Aims: To test the hypothesis that exposure to electromagnetic fields from high voltage power lines increases the incidence of cutaneous malignant melanoma in adults aged 16 and above.
Methods: Nested case-control study. The study population comprised subjects aged 16 and above who had lived in a residence situated in a broad corridor around a high voltage power line in 1980, or one of the years from 1986 to 1996. The cases were incident cases that were diagnosed in 1980–96 and reported to the Cancer Registry of Norway. Two controls were matched to each case by year of birth, sex, municipality, and first year entering the cohort. Time weighted average exposure to residential magnetic fields generated by the power lines was calculated for the exposure follow up from 1 January 1967 until diagnosis by means of a computer program, in which distance from residency to the line, line configuration, and current load were taken into account. Exposure was analysed using cut off points at 0.05 and 0.2 microtesla (μT). Exposure to magnetic fields at work was classified by an expert panel who assessed magnetic field exposure by combining branch and occupation into one of three levels: <4 hours, 4–24 hours, and >24 hours per week above background (0.1 μT). The categories were cumulated over the occupationally active years for the exposure follow up from 1 January 1955 until diagnosis, and cut off points at 18 and 31 category-years were evaluated.

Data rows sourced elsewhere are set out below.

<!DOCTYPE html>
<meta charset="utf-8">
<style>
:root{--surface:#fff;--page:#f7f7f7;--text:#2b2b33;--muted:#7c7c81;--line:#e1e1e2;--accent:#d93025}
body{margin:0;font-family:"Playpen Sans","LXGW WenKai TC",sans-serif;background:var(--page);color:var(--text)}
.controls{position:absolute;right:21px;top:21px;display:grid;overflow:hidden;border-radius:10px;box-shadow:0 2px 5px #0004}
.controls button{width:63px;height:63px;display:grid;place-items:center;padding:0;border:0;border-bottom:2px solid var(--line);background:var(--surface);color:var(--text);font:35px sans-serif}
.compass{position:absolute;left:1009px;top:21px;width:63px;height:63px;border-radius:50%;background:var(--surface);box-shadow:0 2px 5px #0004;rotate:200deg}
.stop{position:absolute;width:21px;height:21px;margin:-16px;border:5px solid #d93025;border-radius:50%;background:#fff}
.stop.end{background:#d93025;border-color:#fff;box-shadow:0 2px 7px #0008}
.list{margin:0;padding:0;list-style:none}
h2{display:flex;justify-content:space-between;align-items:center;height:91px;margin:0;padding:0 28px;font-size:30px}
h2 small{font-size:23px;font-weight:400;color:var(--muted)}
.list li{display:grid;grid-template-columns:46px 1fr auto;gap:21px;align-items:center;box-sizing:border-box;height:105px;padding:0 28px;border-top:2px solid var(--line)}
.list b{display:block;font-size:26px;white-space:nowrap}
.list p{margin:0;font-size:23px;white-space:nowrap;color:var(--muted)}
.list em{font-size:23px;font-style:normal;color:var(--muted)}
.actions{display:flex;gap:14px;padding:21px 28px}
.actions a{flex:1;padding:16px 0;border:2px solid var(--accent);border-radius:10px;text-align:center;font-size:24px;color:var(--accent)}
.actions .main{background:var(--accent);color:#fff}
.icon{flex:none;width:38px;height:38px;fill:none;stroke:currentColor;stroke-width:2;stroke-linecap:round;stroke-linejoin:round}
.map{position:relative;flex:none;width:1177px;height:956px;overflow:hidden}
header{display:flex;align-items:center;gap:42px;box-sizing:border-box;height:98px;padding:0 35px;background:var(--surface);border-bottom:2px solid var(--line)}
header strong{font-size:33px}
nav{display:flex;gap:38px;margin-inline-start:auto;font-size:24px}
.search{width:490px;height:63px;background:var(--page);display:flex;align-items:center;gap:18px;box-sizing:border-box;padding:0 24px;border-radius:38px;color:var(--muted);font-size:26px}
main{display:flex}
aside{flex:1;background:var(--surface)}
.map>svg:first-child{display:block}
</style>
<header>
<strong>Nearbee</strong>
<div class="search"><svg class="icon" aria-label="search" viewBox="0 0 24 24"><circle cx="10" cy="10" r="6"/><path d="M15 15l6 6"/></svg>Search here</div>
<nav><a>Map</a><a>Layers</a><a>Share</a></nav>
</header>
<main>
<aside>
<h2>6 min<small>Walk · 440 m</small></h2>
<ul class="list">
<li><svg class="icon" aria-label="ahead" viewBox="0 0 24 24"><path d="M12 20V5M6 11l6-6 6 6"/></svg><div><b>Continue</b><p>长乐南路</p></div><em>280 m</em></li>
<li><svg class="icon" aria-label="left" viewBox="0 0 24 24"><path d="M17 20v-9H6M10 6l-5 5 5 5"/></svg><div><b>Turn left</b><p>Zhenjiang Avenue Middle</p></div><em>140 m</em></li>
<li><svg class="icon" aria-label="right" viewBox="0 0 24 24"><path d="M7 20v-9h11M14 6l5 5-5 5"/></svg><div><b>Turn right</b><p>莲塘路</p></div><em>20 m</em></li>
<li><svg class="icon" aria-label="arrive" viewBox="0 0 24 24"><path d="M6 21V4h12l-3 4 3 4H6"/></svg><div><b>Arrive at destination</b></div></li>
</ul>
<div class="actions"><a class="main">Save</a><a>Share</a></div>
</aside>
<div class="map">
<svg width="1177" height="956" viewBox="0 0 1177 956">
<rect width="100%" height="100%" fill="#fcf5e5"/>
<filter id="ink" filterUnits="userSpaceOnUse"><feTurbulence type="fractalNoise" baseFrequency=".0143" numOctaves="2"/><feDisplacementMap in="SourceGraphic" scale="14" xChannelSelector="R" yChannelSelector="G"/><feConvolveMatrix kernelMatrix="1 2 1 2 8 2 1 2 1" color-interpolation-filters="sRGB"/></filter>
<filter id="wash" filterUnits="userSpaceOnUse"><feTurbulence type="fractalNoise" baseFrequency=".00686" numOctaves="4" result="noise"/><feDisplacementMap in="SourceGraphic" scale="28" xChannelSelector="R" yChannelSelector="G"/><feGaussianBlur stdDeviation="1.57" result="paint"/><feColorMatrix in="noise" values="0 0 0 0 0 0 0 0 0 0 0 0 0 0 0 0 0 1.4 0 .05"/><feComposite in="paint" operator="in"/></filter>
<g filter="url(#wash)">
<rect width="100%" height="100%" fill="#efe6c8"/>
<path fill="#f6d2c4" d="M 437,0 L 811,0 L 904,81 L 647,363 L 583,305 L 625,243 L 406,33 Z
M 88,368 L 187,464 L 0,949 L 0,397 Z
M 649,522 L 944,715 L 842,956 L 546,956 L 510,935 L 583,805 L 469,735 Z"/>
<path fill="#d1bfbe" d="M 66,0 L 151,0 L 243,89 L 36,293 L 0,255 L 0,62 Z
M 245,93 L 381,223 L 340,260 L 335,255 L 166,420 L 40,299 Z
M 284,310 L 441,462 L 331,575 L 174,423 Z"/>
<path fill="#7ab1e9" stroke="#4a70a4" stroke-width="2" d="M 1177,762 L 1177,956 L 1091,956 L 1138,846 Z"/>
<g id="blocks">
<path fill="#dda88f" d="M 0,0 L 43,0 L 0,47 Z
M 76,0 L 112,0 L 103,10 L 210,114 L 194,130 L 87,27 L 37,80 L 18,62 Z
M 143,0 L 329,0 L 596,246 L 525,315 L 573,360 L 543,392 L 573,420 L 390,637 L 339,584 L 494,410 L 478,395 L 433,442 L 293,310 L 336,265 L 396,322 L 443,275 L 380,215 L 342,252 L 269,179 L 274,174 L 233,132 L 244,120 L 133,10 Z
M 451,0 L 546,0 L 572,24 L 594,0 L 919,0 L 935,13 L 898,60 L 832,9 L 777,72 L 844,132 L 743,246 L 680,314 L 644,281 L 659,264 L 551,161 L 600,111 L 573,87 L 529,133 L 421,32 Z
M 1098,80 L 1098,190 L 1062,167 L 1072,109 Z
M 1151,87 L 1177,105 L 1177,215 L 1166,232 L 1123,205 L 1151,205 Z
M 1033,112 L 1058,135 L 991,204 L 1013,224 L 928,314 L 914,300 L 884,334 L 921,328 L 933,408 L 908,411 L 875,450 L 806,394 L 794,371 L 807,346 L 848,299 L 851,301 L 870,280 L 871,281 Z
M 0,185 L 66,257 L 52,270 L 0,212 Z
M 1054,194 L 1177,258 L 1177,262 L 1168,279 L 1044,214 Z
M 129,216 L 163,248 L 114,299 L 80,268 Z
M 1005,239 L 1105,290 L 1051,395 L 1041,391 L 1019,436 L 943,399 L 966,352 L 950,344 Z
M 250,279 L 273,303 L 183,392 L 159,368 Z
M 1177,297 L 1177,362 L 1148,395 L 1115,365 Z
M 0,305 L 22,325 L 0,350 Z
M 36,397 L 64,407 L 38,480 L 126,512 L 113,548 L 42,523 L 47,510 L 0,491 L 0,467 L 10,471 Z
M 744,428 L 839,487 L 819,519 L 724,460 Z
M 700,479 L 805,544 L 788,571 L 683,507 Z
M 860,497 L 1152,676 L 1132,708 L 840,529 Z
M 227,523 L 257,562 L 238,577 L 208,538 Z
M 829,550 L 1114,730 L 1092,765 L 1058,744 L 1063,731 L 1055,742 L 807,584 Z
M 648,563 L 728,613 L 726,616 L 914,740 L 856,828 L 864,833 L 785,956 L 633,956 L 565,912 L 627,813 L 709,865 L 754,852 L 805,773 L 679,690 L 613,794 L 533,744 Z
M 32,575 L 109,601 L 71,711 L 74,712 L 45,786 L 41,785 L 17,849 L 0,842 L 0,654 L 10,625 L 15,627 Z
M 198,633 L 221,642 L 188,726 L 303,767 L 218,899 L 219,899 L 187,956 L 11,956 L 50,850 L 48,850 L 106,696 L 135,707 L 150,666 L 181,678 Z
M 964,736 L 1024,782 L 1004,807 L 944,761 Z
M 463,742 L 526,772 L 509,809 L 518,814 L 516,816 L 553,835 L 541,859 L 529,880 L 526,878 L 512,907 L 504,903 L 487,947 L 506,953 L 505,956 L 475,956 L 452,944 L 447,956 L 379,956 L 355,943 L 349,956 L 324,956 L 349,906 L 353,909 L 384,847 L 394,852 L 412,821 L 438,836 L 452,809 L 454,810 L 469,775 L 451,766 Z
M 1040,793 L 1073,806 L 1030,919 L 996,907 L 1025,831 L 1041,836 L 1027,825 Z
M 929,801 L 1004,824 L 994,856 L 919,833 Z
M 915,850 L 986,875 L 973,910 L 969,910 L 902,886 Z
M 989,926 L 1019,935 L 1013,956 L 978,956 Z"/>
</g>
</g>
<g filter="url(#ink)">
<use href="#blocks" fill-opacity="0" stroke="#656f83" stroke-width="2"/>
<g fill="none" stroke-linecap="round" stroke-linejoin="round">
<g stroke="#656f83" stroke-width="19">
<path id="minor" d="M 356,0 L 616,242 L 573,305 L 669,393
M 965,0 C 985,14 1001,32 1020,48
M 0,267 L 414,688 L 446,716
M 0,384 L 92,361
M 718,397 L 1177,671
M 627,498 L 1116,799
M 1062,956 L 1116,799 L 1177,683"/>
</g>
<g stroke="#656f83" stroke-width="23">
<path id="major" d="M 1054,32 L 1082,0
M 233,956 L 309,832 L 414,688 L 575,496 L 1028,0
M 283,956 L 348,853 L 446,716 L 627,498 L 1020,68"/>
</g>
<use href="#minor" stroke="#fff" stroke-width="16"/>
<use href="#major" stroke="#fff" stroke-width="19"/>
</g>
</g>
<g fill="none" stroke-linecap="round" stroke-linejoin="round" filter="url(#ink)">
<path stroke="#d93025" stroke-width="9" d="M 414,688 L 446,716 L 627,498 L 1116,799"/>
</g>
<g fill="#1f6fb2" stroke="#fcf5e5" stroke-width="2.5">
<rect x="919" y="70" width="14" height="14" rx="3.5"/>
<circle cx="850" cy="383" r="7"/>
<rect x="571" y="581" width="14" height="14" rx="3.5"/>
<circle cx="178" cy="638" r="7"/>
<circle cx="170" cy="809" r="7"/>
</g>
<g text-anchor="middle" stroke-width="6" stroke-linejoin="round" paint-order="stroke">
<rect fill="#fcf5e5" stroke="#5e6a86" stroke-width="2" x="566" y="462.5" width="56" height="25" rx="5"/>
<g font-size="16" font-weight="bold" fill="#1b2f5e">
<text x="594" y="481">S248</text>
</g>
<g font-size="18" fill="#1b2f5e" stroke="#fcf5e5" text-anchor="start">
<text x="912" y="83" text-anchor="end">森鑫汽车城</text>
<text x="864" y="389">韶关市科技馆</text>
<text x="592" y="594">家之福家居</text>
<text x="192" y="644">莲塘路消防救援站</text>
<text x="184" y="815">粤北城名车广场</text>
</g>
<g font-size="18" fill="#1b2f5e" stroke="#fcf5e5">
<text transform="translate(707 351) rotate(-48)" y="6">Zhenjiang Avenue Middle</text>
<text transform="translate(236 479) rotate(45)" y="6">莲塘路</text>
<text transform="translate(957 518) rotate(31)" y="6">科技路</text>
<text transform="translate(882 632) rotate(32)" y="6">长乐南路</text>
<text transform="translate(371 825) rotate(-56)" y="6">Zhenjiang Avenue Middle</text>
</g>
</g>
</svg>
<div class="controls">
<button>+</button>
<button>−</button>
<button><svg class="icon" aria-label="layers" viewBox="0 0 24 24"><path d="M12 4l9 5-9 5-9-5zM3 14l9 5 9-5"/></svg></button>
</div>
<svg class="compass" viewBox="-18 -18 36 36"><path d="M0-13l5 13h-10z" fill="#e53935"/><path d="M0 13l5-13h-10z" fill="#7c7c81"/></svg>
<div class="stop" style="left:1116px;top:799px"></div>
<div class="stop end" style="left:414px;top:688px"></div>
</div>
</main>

Results: Analysis of the two upper residential magnetic field categories showed an odds ratio of 2.01 (95% CI 1.09 to 3.69) and 2.68 (95% CI 1.43 to 5.04) for women, and an odds ratio of 1.70 (95% CI 0.96 to 3.01) and 1.37 (95% CI 0.77 to 2.44) for men, respectively. Occupational exposure showed no significant association with cutaneous malignant melanoma, and analysis of both residential and occupational exposure simultaneously, showed no additional effect.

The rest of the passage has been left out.